There is no way that the younger, more robust looking man on the right is the same man as on the left. It isn’t physically possible, and it isn’t medically possible.

It’s as though having kidney failure and going on dialysis was an elixir for him, and we should all hope it happens to us.

It takes a lot of people and a lot of stuff to support a person on dialysis: equipment, supplies, drugs, frequent blood testing, etc. And there would be records of it all, so no way was that going on for him in Pakistan. And that’s exactly why they had to rewrite the story and say that that he never had kidney failure but only kidney stones.

But, he did have kidney failure, and it is well documented. And that’s not all Osama bin Laden had. He also reportedly had Marfan’s Syndrome, (a congenital connective tissue disorder with a constellation of symptoms and problems including cardiovascular) insulin-dependent diabetes, Hepatitis C, osteoporosis, and more.

But, even if you deny all that- every single bit of it- you know that this progression can’t be true. People don’t go from old and withered to young and vigorous over 10 years time.

kidney

And that’s true no matter who they are. They want to tell us that the guy on the right is the same guy as on the left except ten years older? So, he went from age 44 to age 54 and that’s how he changed? That’s how time affected him? That’s how the ravages of aging affected his body? He would have had to have been a real-life Benjamin Button.

[youtube=http://youtu.be/_q7rSC0Da0c]

A man ages backwards with bizarre consequences

But, the same people are also telling us that these two, below, who were photographed on the same day, are not the same man even though they look identical and are dressed exactly the same.

Why do people accept these absurdities?

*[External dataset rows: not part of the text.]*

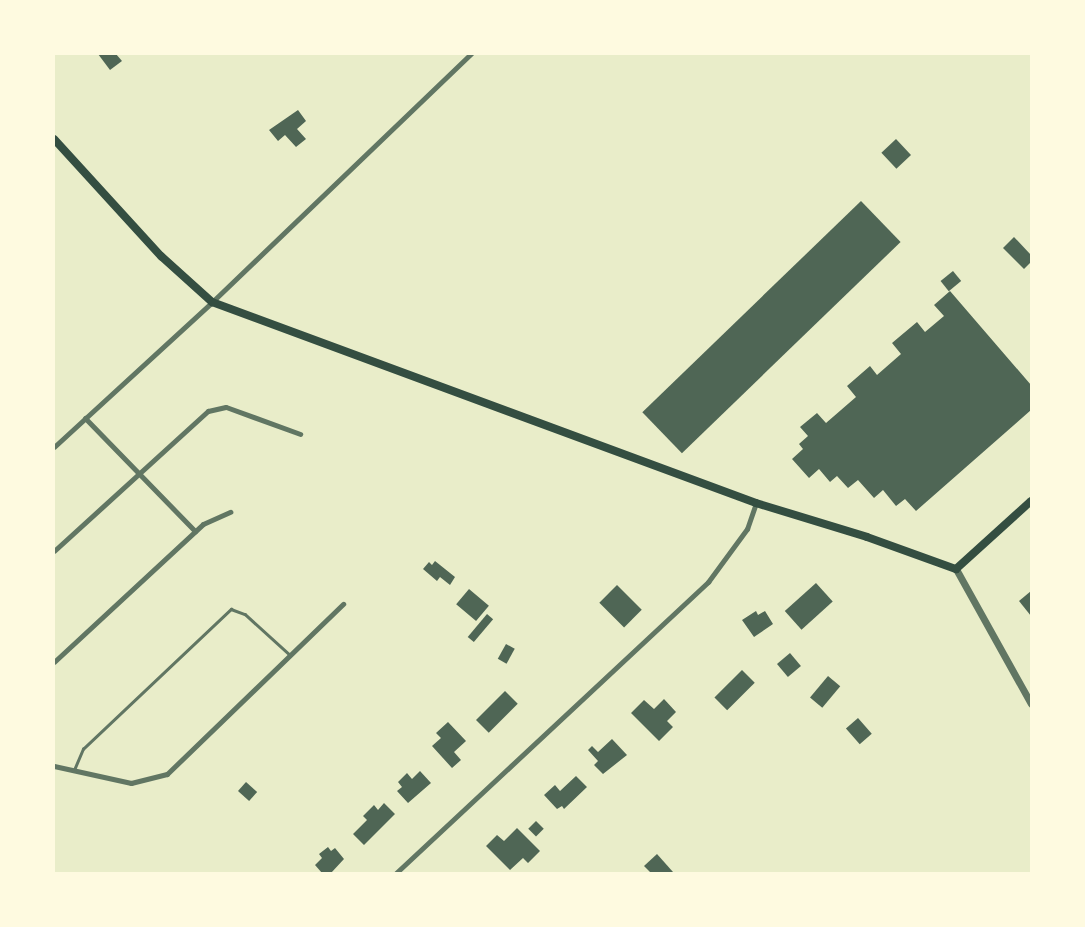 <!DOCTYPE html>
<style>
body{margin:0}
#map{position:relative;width:1085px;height:927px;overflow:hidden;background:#e9edc9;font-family:Mulish,sans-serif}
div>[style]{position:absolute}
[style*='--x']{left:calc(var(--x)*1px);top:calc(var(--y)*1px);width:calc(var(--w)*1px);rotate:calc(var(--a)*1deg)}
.building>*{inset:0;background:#4f6655;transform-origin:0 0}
.service>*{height:2.5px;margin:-1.25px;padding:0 1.25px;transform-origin:1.25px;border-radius:1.25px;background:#617663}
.minor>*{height:5px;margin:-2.5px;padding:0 2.5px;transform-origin:2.5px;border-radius:2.5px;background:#617663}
.tertiary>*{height:7px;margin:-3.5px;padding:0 3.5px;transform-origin:3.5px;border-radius:3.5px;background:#617663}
.secondary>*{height:8px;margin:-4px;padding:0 4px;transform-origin:4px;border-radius:4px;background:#344e41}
span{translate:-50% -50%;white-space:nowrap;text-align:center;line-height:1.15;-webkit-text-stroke:4px #fefae0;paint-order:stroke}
.frame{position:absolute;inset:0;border:55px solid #fefae0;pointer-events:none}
</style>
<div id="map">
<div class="building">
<div style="clip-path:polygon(98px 54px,116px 54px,122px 61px,110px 70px)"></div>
<div style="clip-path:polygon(298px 110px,306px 121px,297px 129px,306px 139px,296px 147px,285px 135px,278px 141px,269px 130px)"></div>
<div style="left:896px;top:139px;width:22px;height:20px;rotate:47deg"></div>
<div style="left:861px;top:201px;width:57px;height:304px;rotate:46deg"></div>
<div style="clip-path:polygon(1014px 237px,1031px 255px,1031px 262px,1024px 269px,1003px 248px)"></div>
<div style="left:953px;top:271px;width:13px;height:16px;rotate:51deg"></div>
<div style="clip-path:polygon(950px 291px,1031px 385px,1031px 410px,916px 511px,905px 499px,896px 506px,883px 490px,874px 498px,858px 480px,848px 488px,837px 476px,830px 482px,819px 469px,809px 478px,792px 459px,803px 449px,799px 444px,808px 436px,800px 427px,817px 413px,826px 423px,856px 397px,847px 386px,870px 366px,877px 375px,901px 354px,892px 343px,917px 322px,925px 332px,944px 316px,934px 305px)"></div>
<div style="clip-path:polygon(435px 561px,455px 577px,450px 585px,440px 577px,437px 581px,423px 569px,429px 562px,432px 565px)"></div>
<div style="left:816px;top:583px;width:25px;height:42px;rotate:48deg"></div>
<div style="left:617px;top:585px;width:35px;height:25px;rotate:45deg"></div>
<div style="left:469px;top:589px;width:26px;height:20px;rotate:40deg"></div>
<div style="clip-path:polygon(1031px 591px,1031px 616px,1019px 601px)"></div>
<div style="clip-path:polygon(756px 611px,758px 615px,765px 611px,773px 624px,754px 637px,742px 620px)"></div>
<div style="left:487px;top:614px;width:8px;height:30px;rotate:40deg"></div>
<div style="left:506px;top:644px;width:10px;height:17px;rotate:29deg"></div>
<div style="left:790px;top:653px;width:17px;height:17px;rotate:50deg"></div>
<div style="left:742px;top:670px;width:18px;height:39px;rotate:45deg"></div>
<div style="left:828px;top:676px;width:16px;height:28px;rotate:40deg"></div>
<div style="left:505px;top:691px;width:18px;height:41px;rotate:45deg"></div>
<div style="clip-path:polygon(664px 699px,676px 712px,667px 721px,673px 727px,659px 741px,631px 713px,644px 700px,654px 709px)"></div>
<div style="left:858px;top:718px;width:21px;height:16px;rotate:49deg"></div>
<div style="clip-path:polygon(448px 722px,466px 741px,454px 752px,461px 760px,452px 768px,432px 746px,441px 738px,436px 733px)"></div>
<div style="clip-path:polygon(612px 739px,627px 755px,603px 774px,594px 765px,598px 761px,588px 750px,592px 746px,598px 752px)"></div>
<div style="clip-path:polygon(420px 771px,431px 783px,408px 803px,397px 791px,402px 787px,398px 782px,407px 773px,412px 779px)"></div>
<div style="clip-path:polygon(576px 776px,587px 787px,564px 809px,562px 806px,557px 809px,544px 795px,555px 785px,560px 791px)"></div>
<div style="left:246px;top:782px;width:15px;height:12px;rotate:42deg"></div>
<div style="clip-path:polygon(384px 803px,395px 814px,364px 845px,353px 834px,367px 820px,363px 816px,374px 805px,378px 810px)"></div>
<div style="left:536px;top:821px;width:11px;height:11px;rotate:45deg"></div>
<div style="clip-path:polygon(517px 828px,540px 851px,528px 863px,523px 858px,510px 870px,486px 846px,497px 835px,504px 841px)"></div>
<div style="clip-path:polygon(328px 847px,331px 851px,335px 848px,344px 859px,331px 873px,322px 873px,315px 865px,322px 858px,319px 854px)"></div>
<div style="clip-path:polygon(657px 854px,673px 872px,672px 873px,651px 873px,644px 866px)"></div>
</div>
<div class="service">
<div style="--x:74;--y:770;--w:23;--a:-67"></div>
<div style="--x:83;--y:749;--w:204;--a:-43.4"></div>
<div style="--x:231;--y:609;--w:15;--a:20"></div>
<div style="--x:245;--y:614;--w:59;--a:42.3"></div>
</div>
<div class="minor">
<div style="--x:85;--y:418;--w:158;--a:45.8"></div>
<div style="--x:54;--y:447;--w:214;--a:-42.5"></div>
<div style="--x:212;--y:302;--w:359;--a:-43.8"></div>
<div style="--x:54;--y:551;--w:208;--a:-42.3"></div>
<div style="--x:208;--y:411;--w:18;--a:-13"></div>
<div style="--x:226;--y:407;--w:79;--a:20"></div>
<div style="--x:54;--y:662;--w:203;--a:-42.8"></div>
<div style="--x:203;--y:524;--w:30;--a:-24"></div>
<div style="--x:54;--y:766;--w:79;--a:12.4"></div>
<div style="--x:131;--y:783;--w:37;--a:-14"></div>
<div style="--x:167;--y:774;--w:245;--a:-44"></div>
<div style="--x:396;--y:873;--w:427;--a:-43"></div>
<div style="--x:708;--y:582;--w:66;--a:-53.7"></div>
<div style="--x:747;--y:529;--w:28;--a:-71"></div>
</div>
<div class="tertiary">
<div style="--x:956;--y:569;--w:154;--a:60.9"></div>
</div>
<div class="secondary">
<div style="--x:54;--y:139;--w:159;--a:47.6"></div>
<div style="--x:161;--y:256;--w:69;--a:42"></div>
<div style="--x:212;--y:302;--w:580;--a:20.28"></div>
<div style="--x:756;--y:503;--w:116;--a:17"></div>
<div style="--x:867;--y:537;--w:95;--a:19.8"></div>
<div style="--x:956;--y:569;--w:101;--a:-42.2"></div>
</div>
<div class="frame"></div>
</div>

I believe it comes down to what George Orwell called Crimestop.

The first and simplest stage of discipline, which can be taught even to young children, is called in Newspeak, Crimestop. Crimestop means the faculty of stopping short, as though by instinct, at the threshold of any dangerous thought. It includes the power of not grasping analogies, of failing to perceive logical errors, of misunderstanding the simplest arguments if they are inimical to Ingsoc, and of being bored or repelled by any train of thought which is capable of leading in a heretical direction. Crimestop, in short, means protective stupidity.George Orwell, 1984

Fact: Osama bin Laden was long-dead by 2011. I don’t know who they killed in the Islamabad, Pakistan raid, but it wasn’t him. And Lee Harvey Oswald was standing in the doorway when President Kennedy got shot. Neither of those things are in doubt. And also not in doubt is the fact that we are living in a bizarre, Orwellian world. To paraphrase Willie Nelson, “It ain’t no good world, but it’s our world.”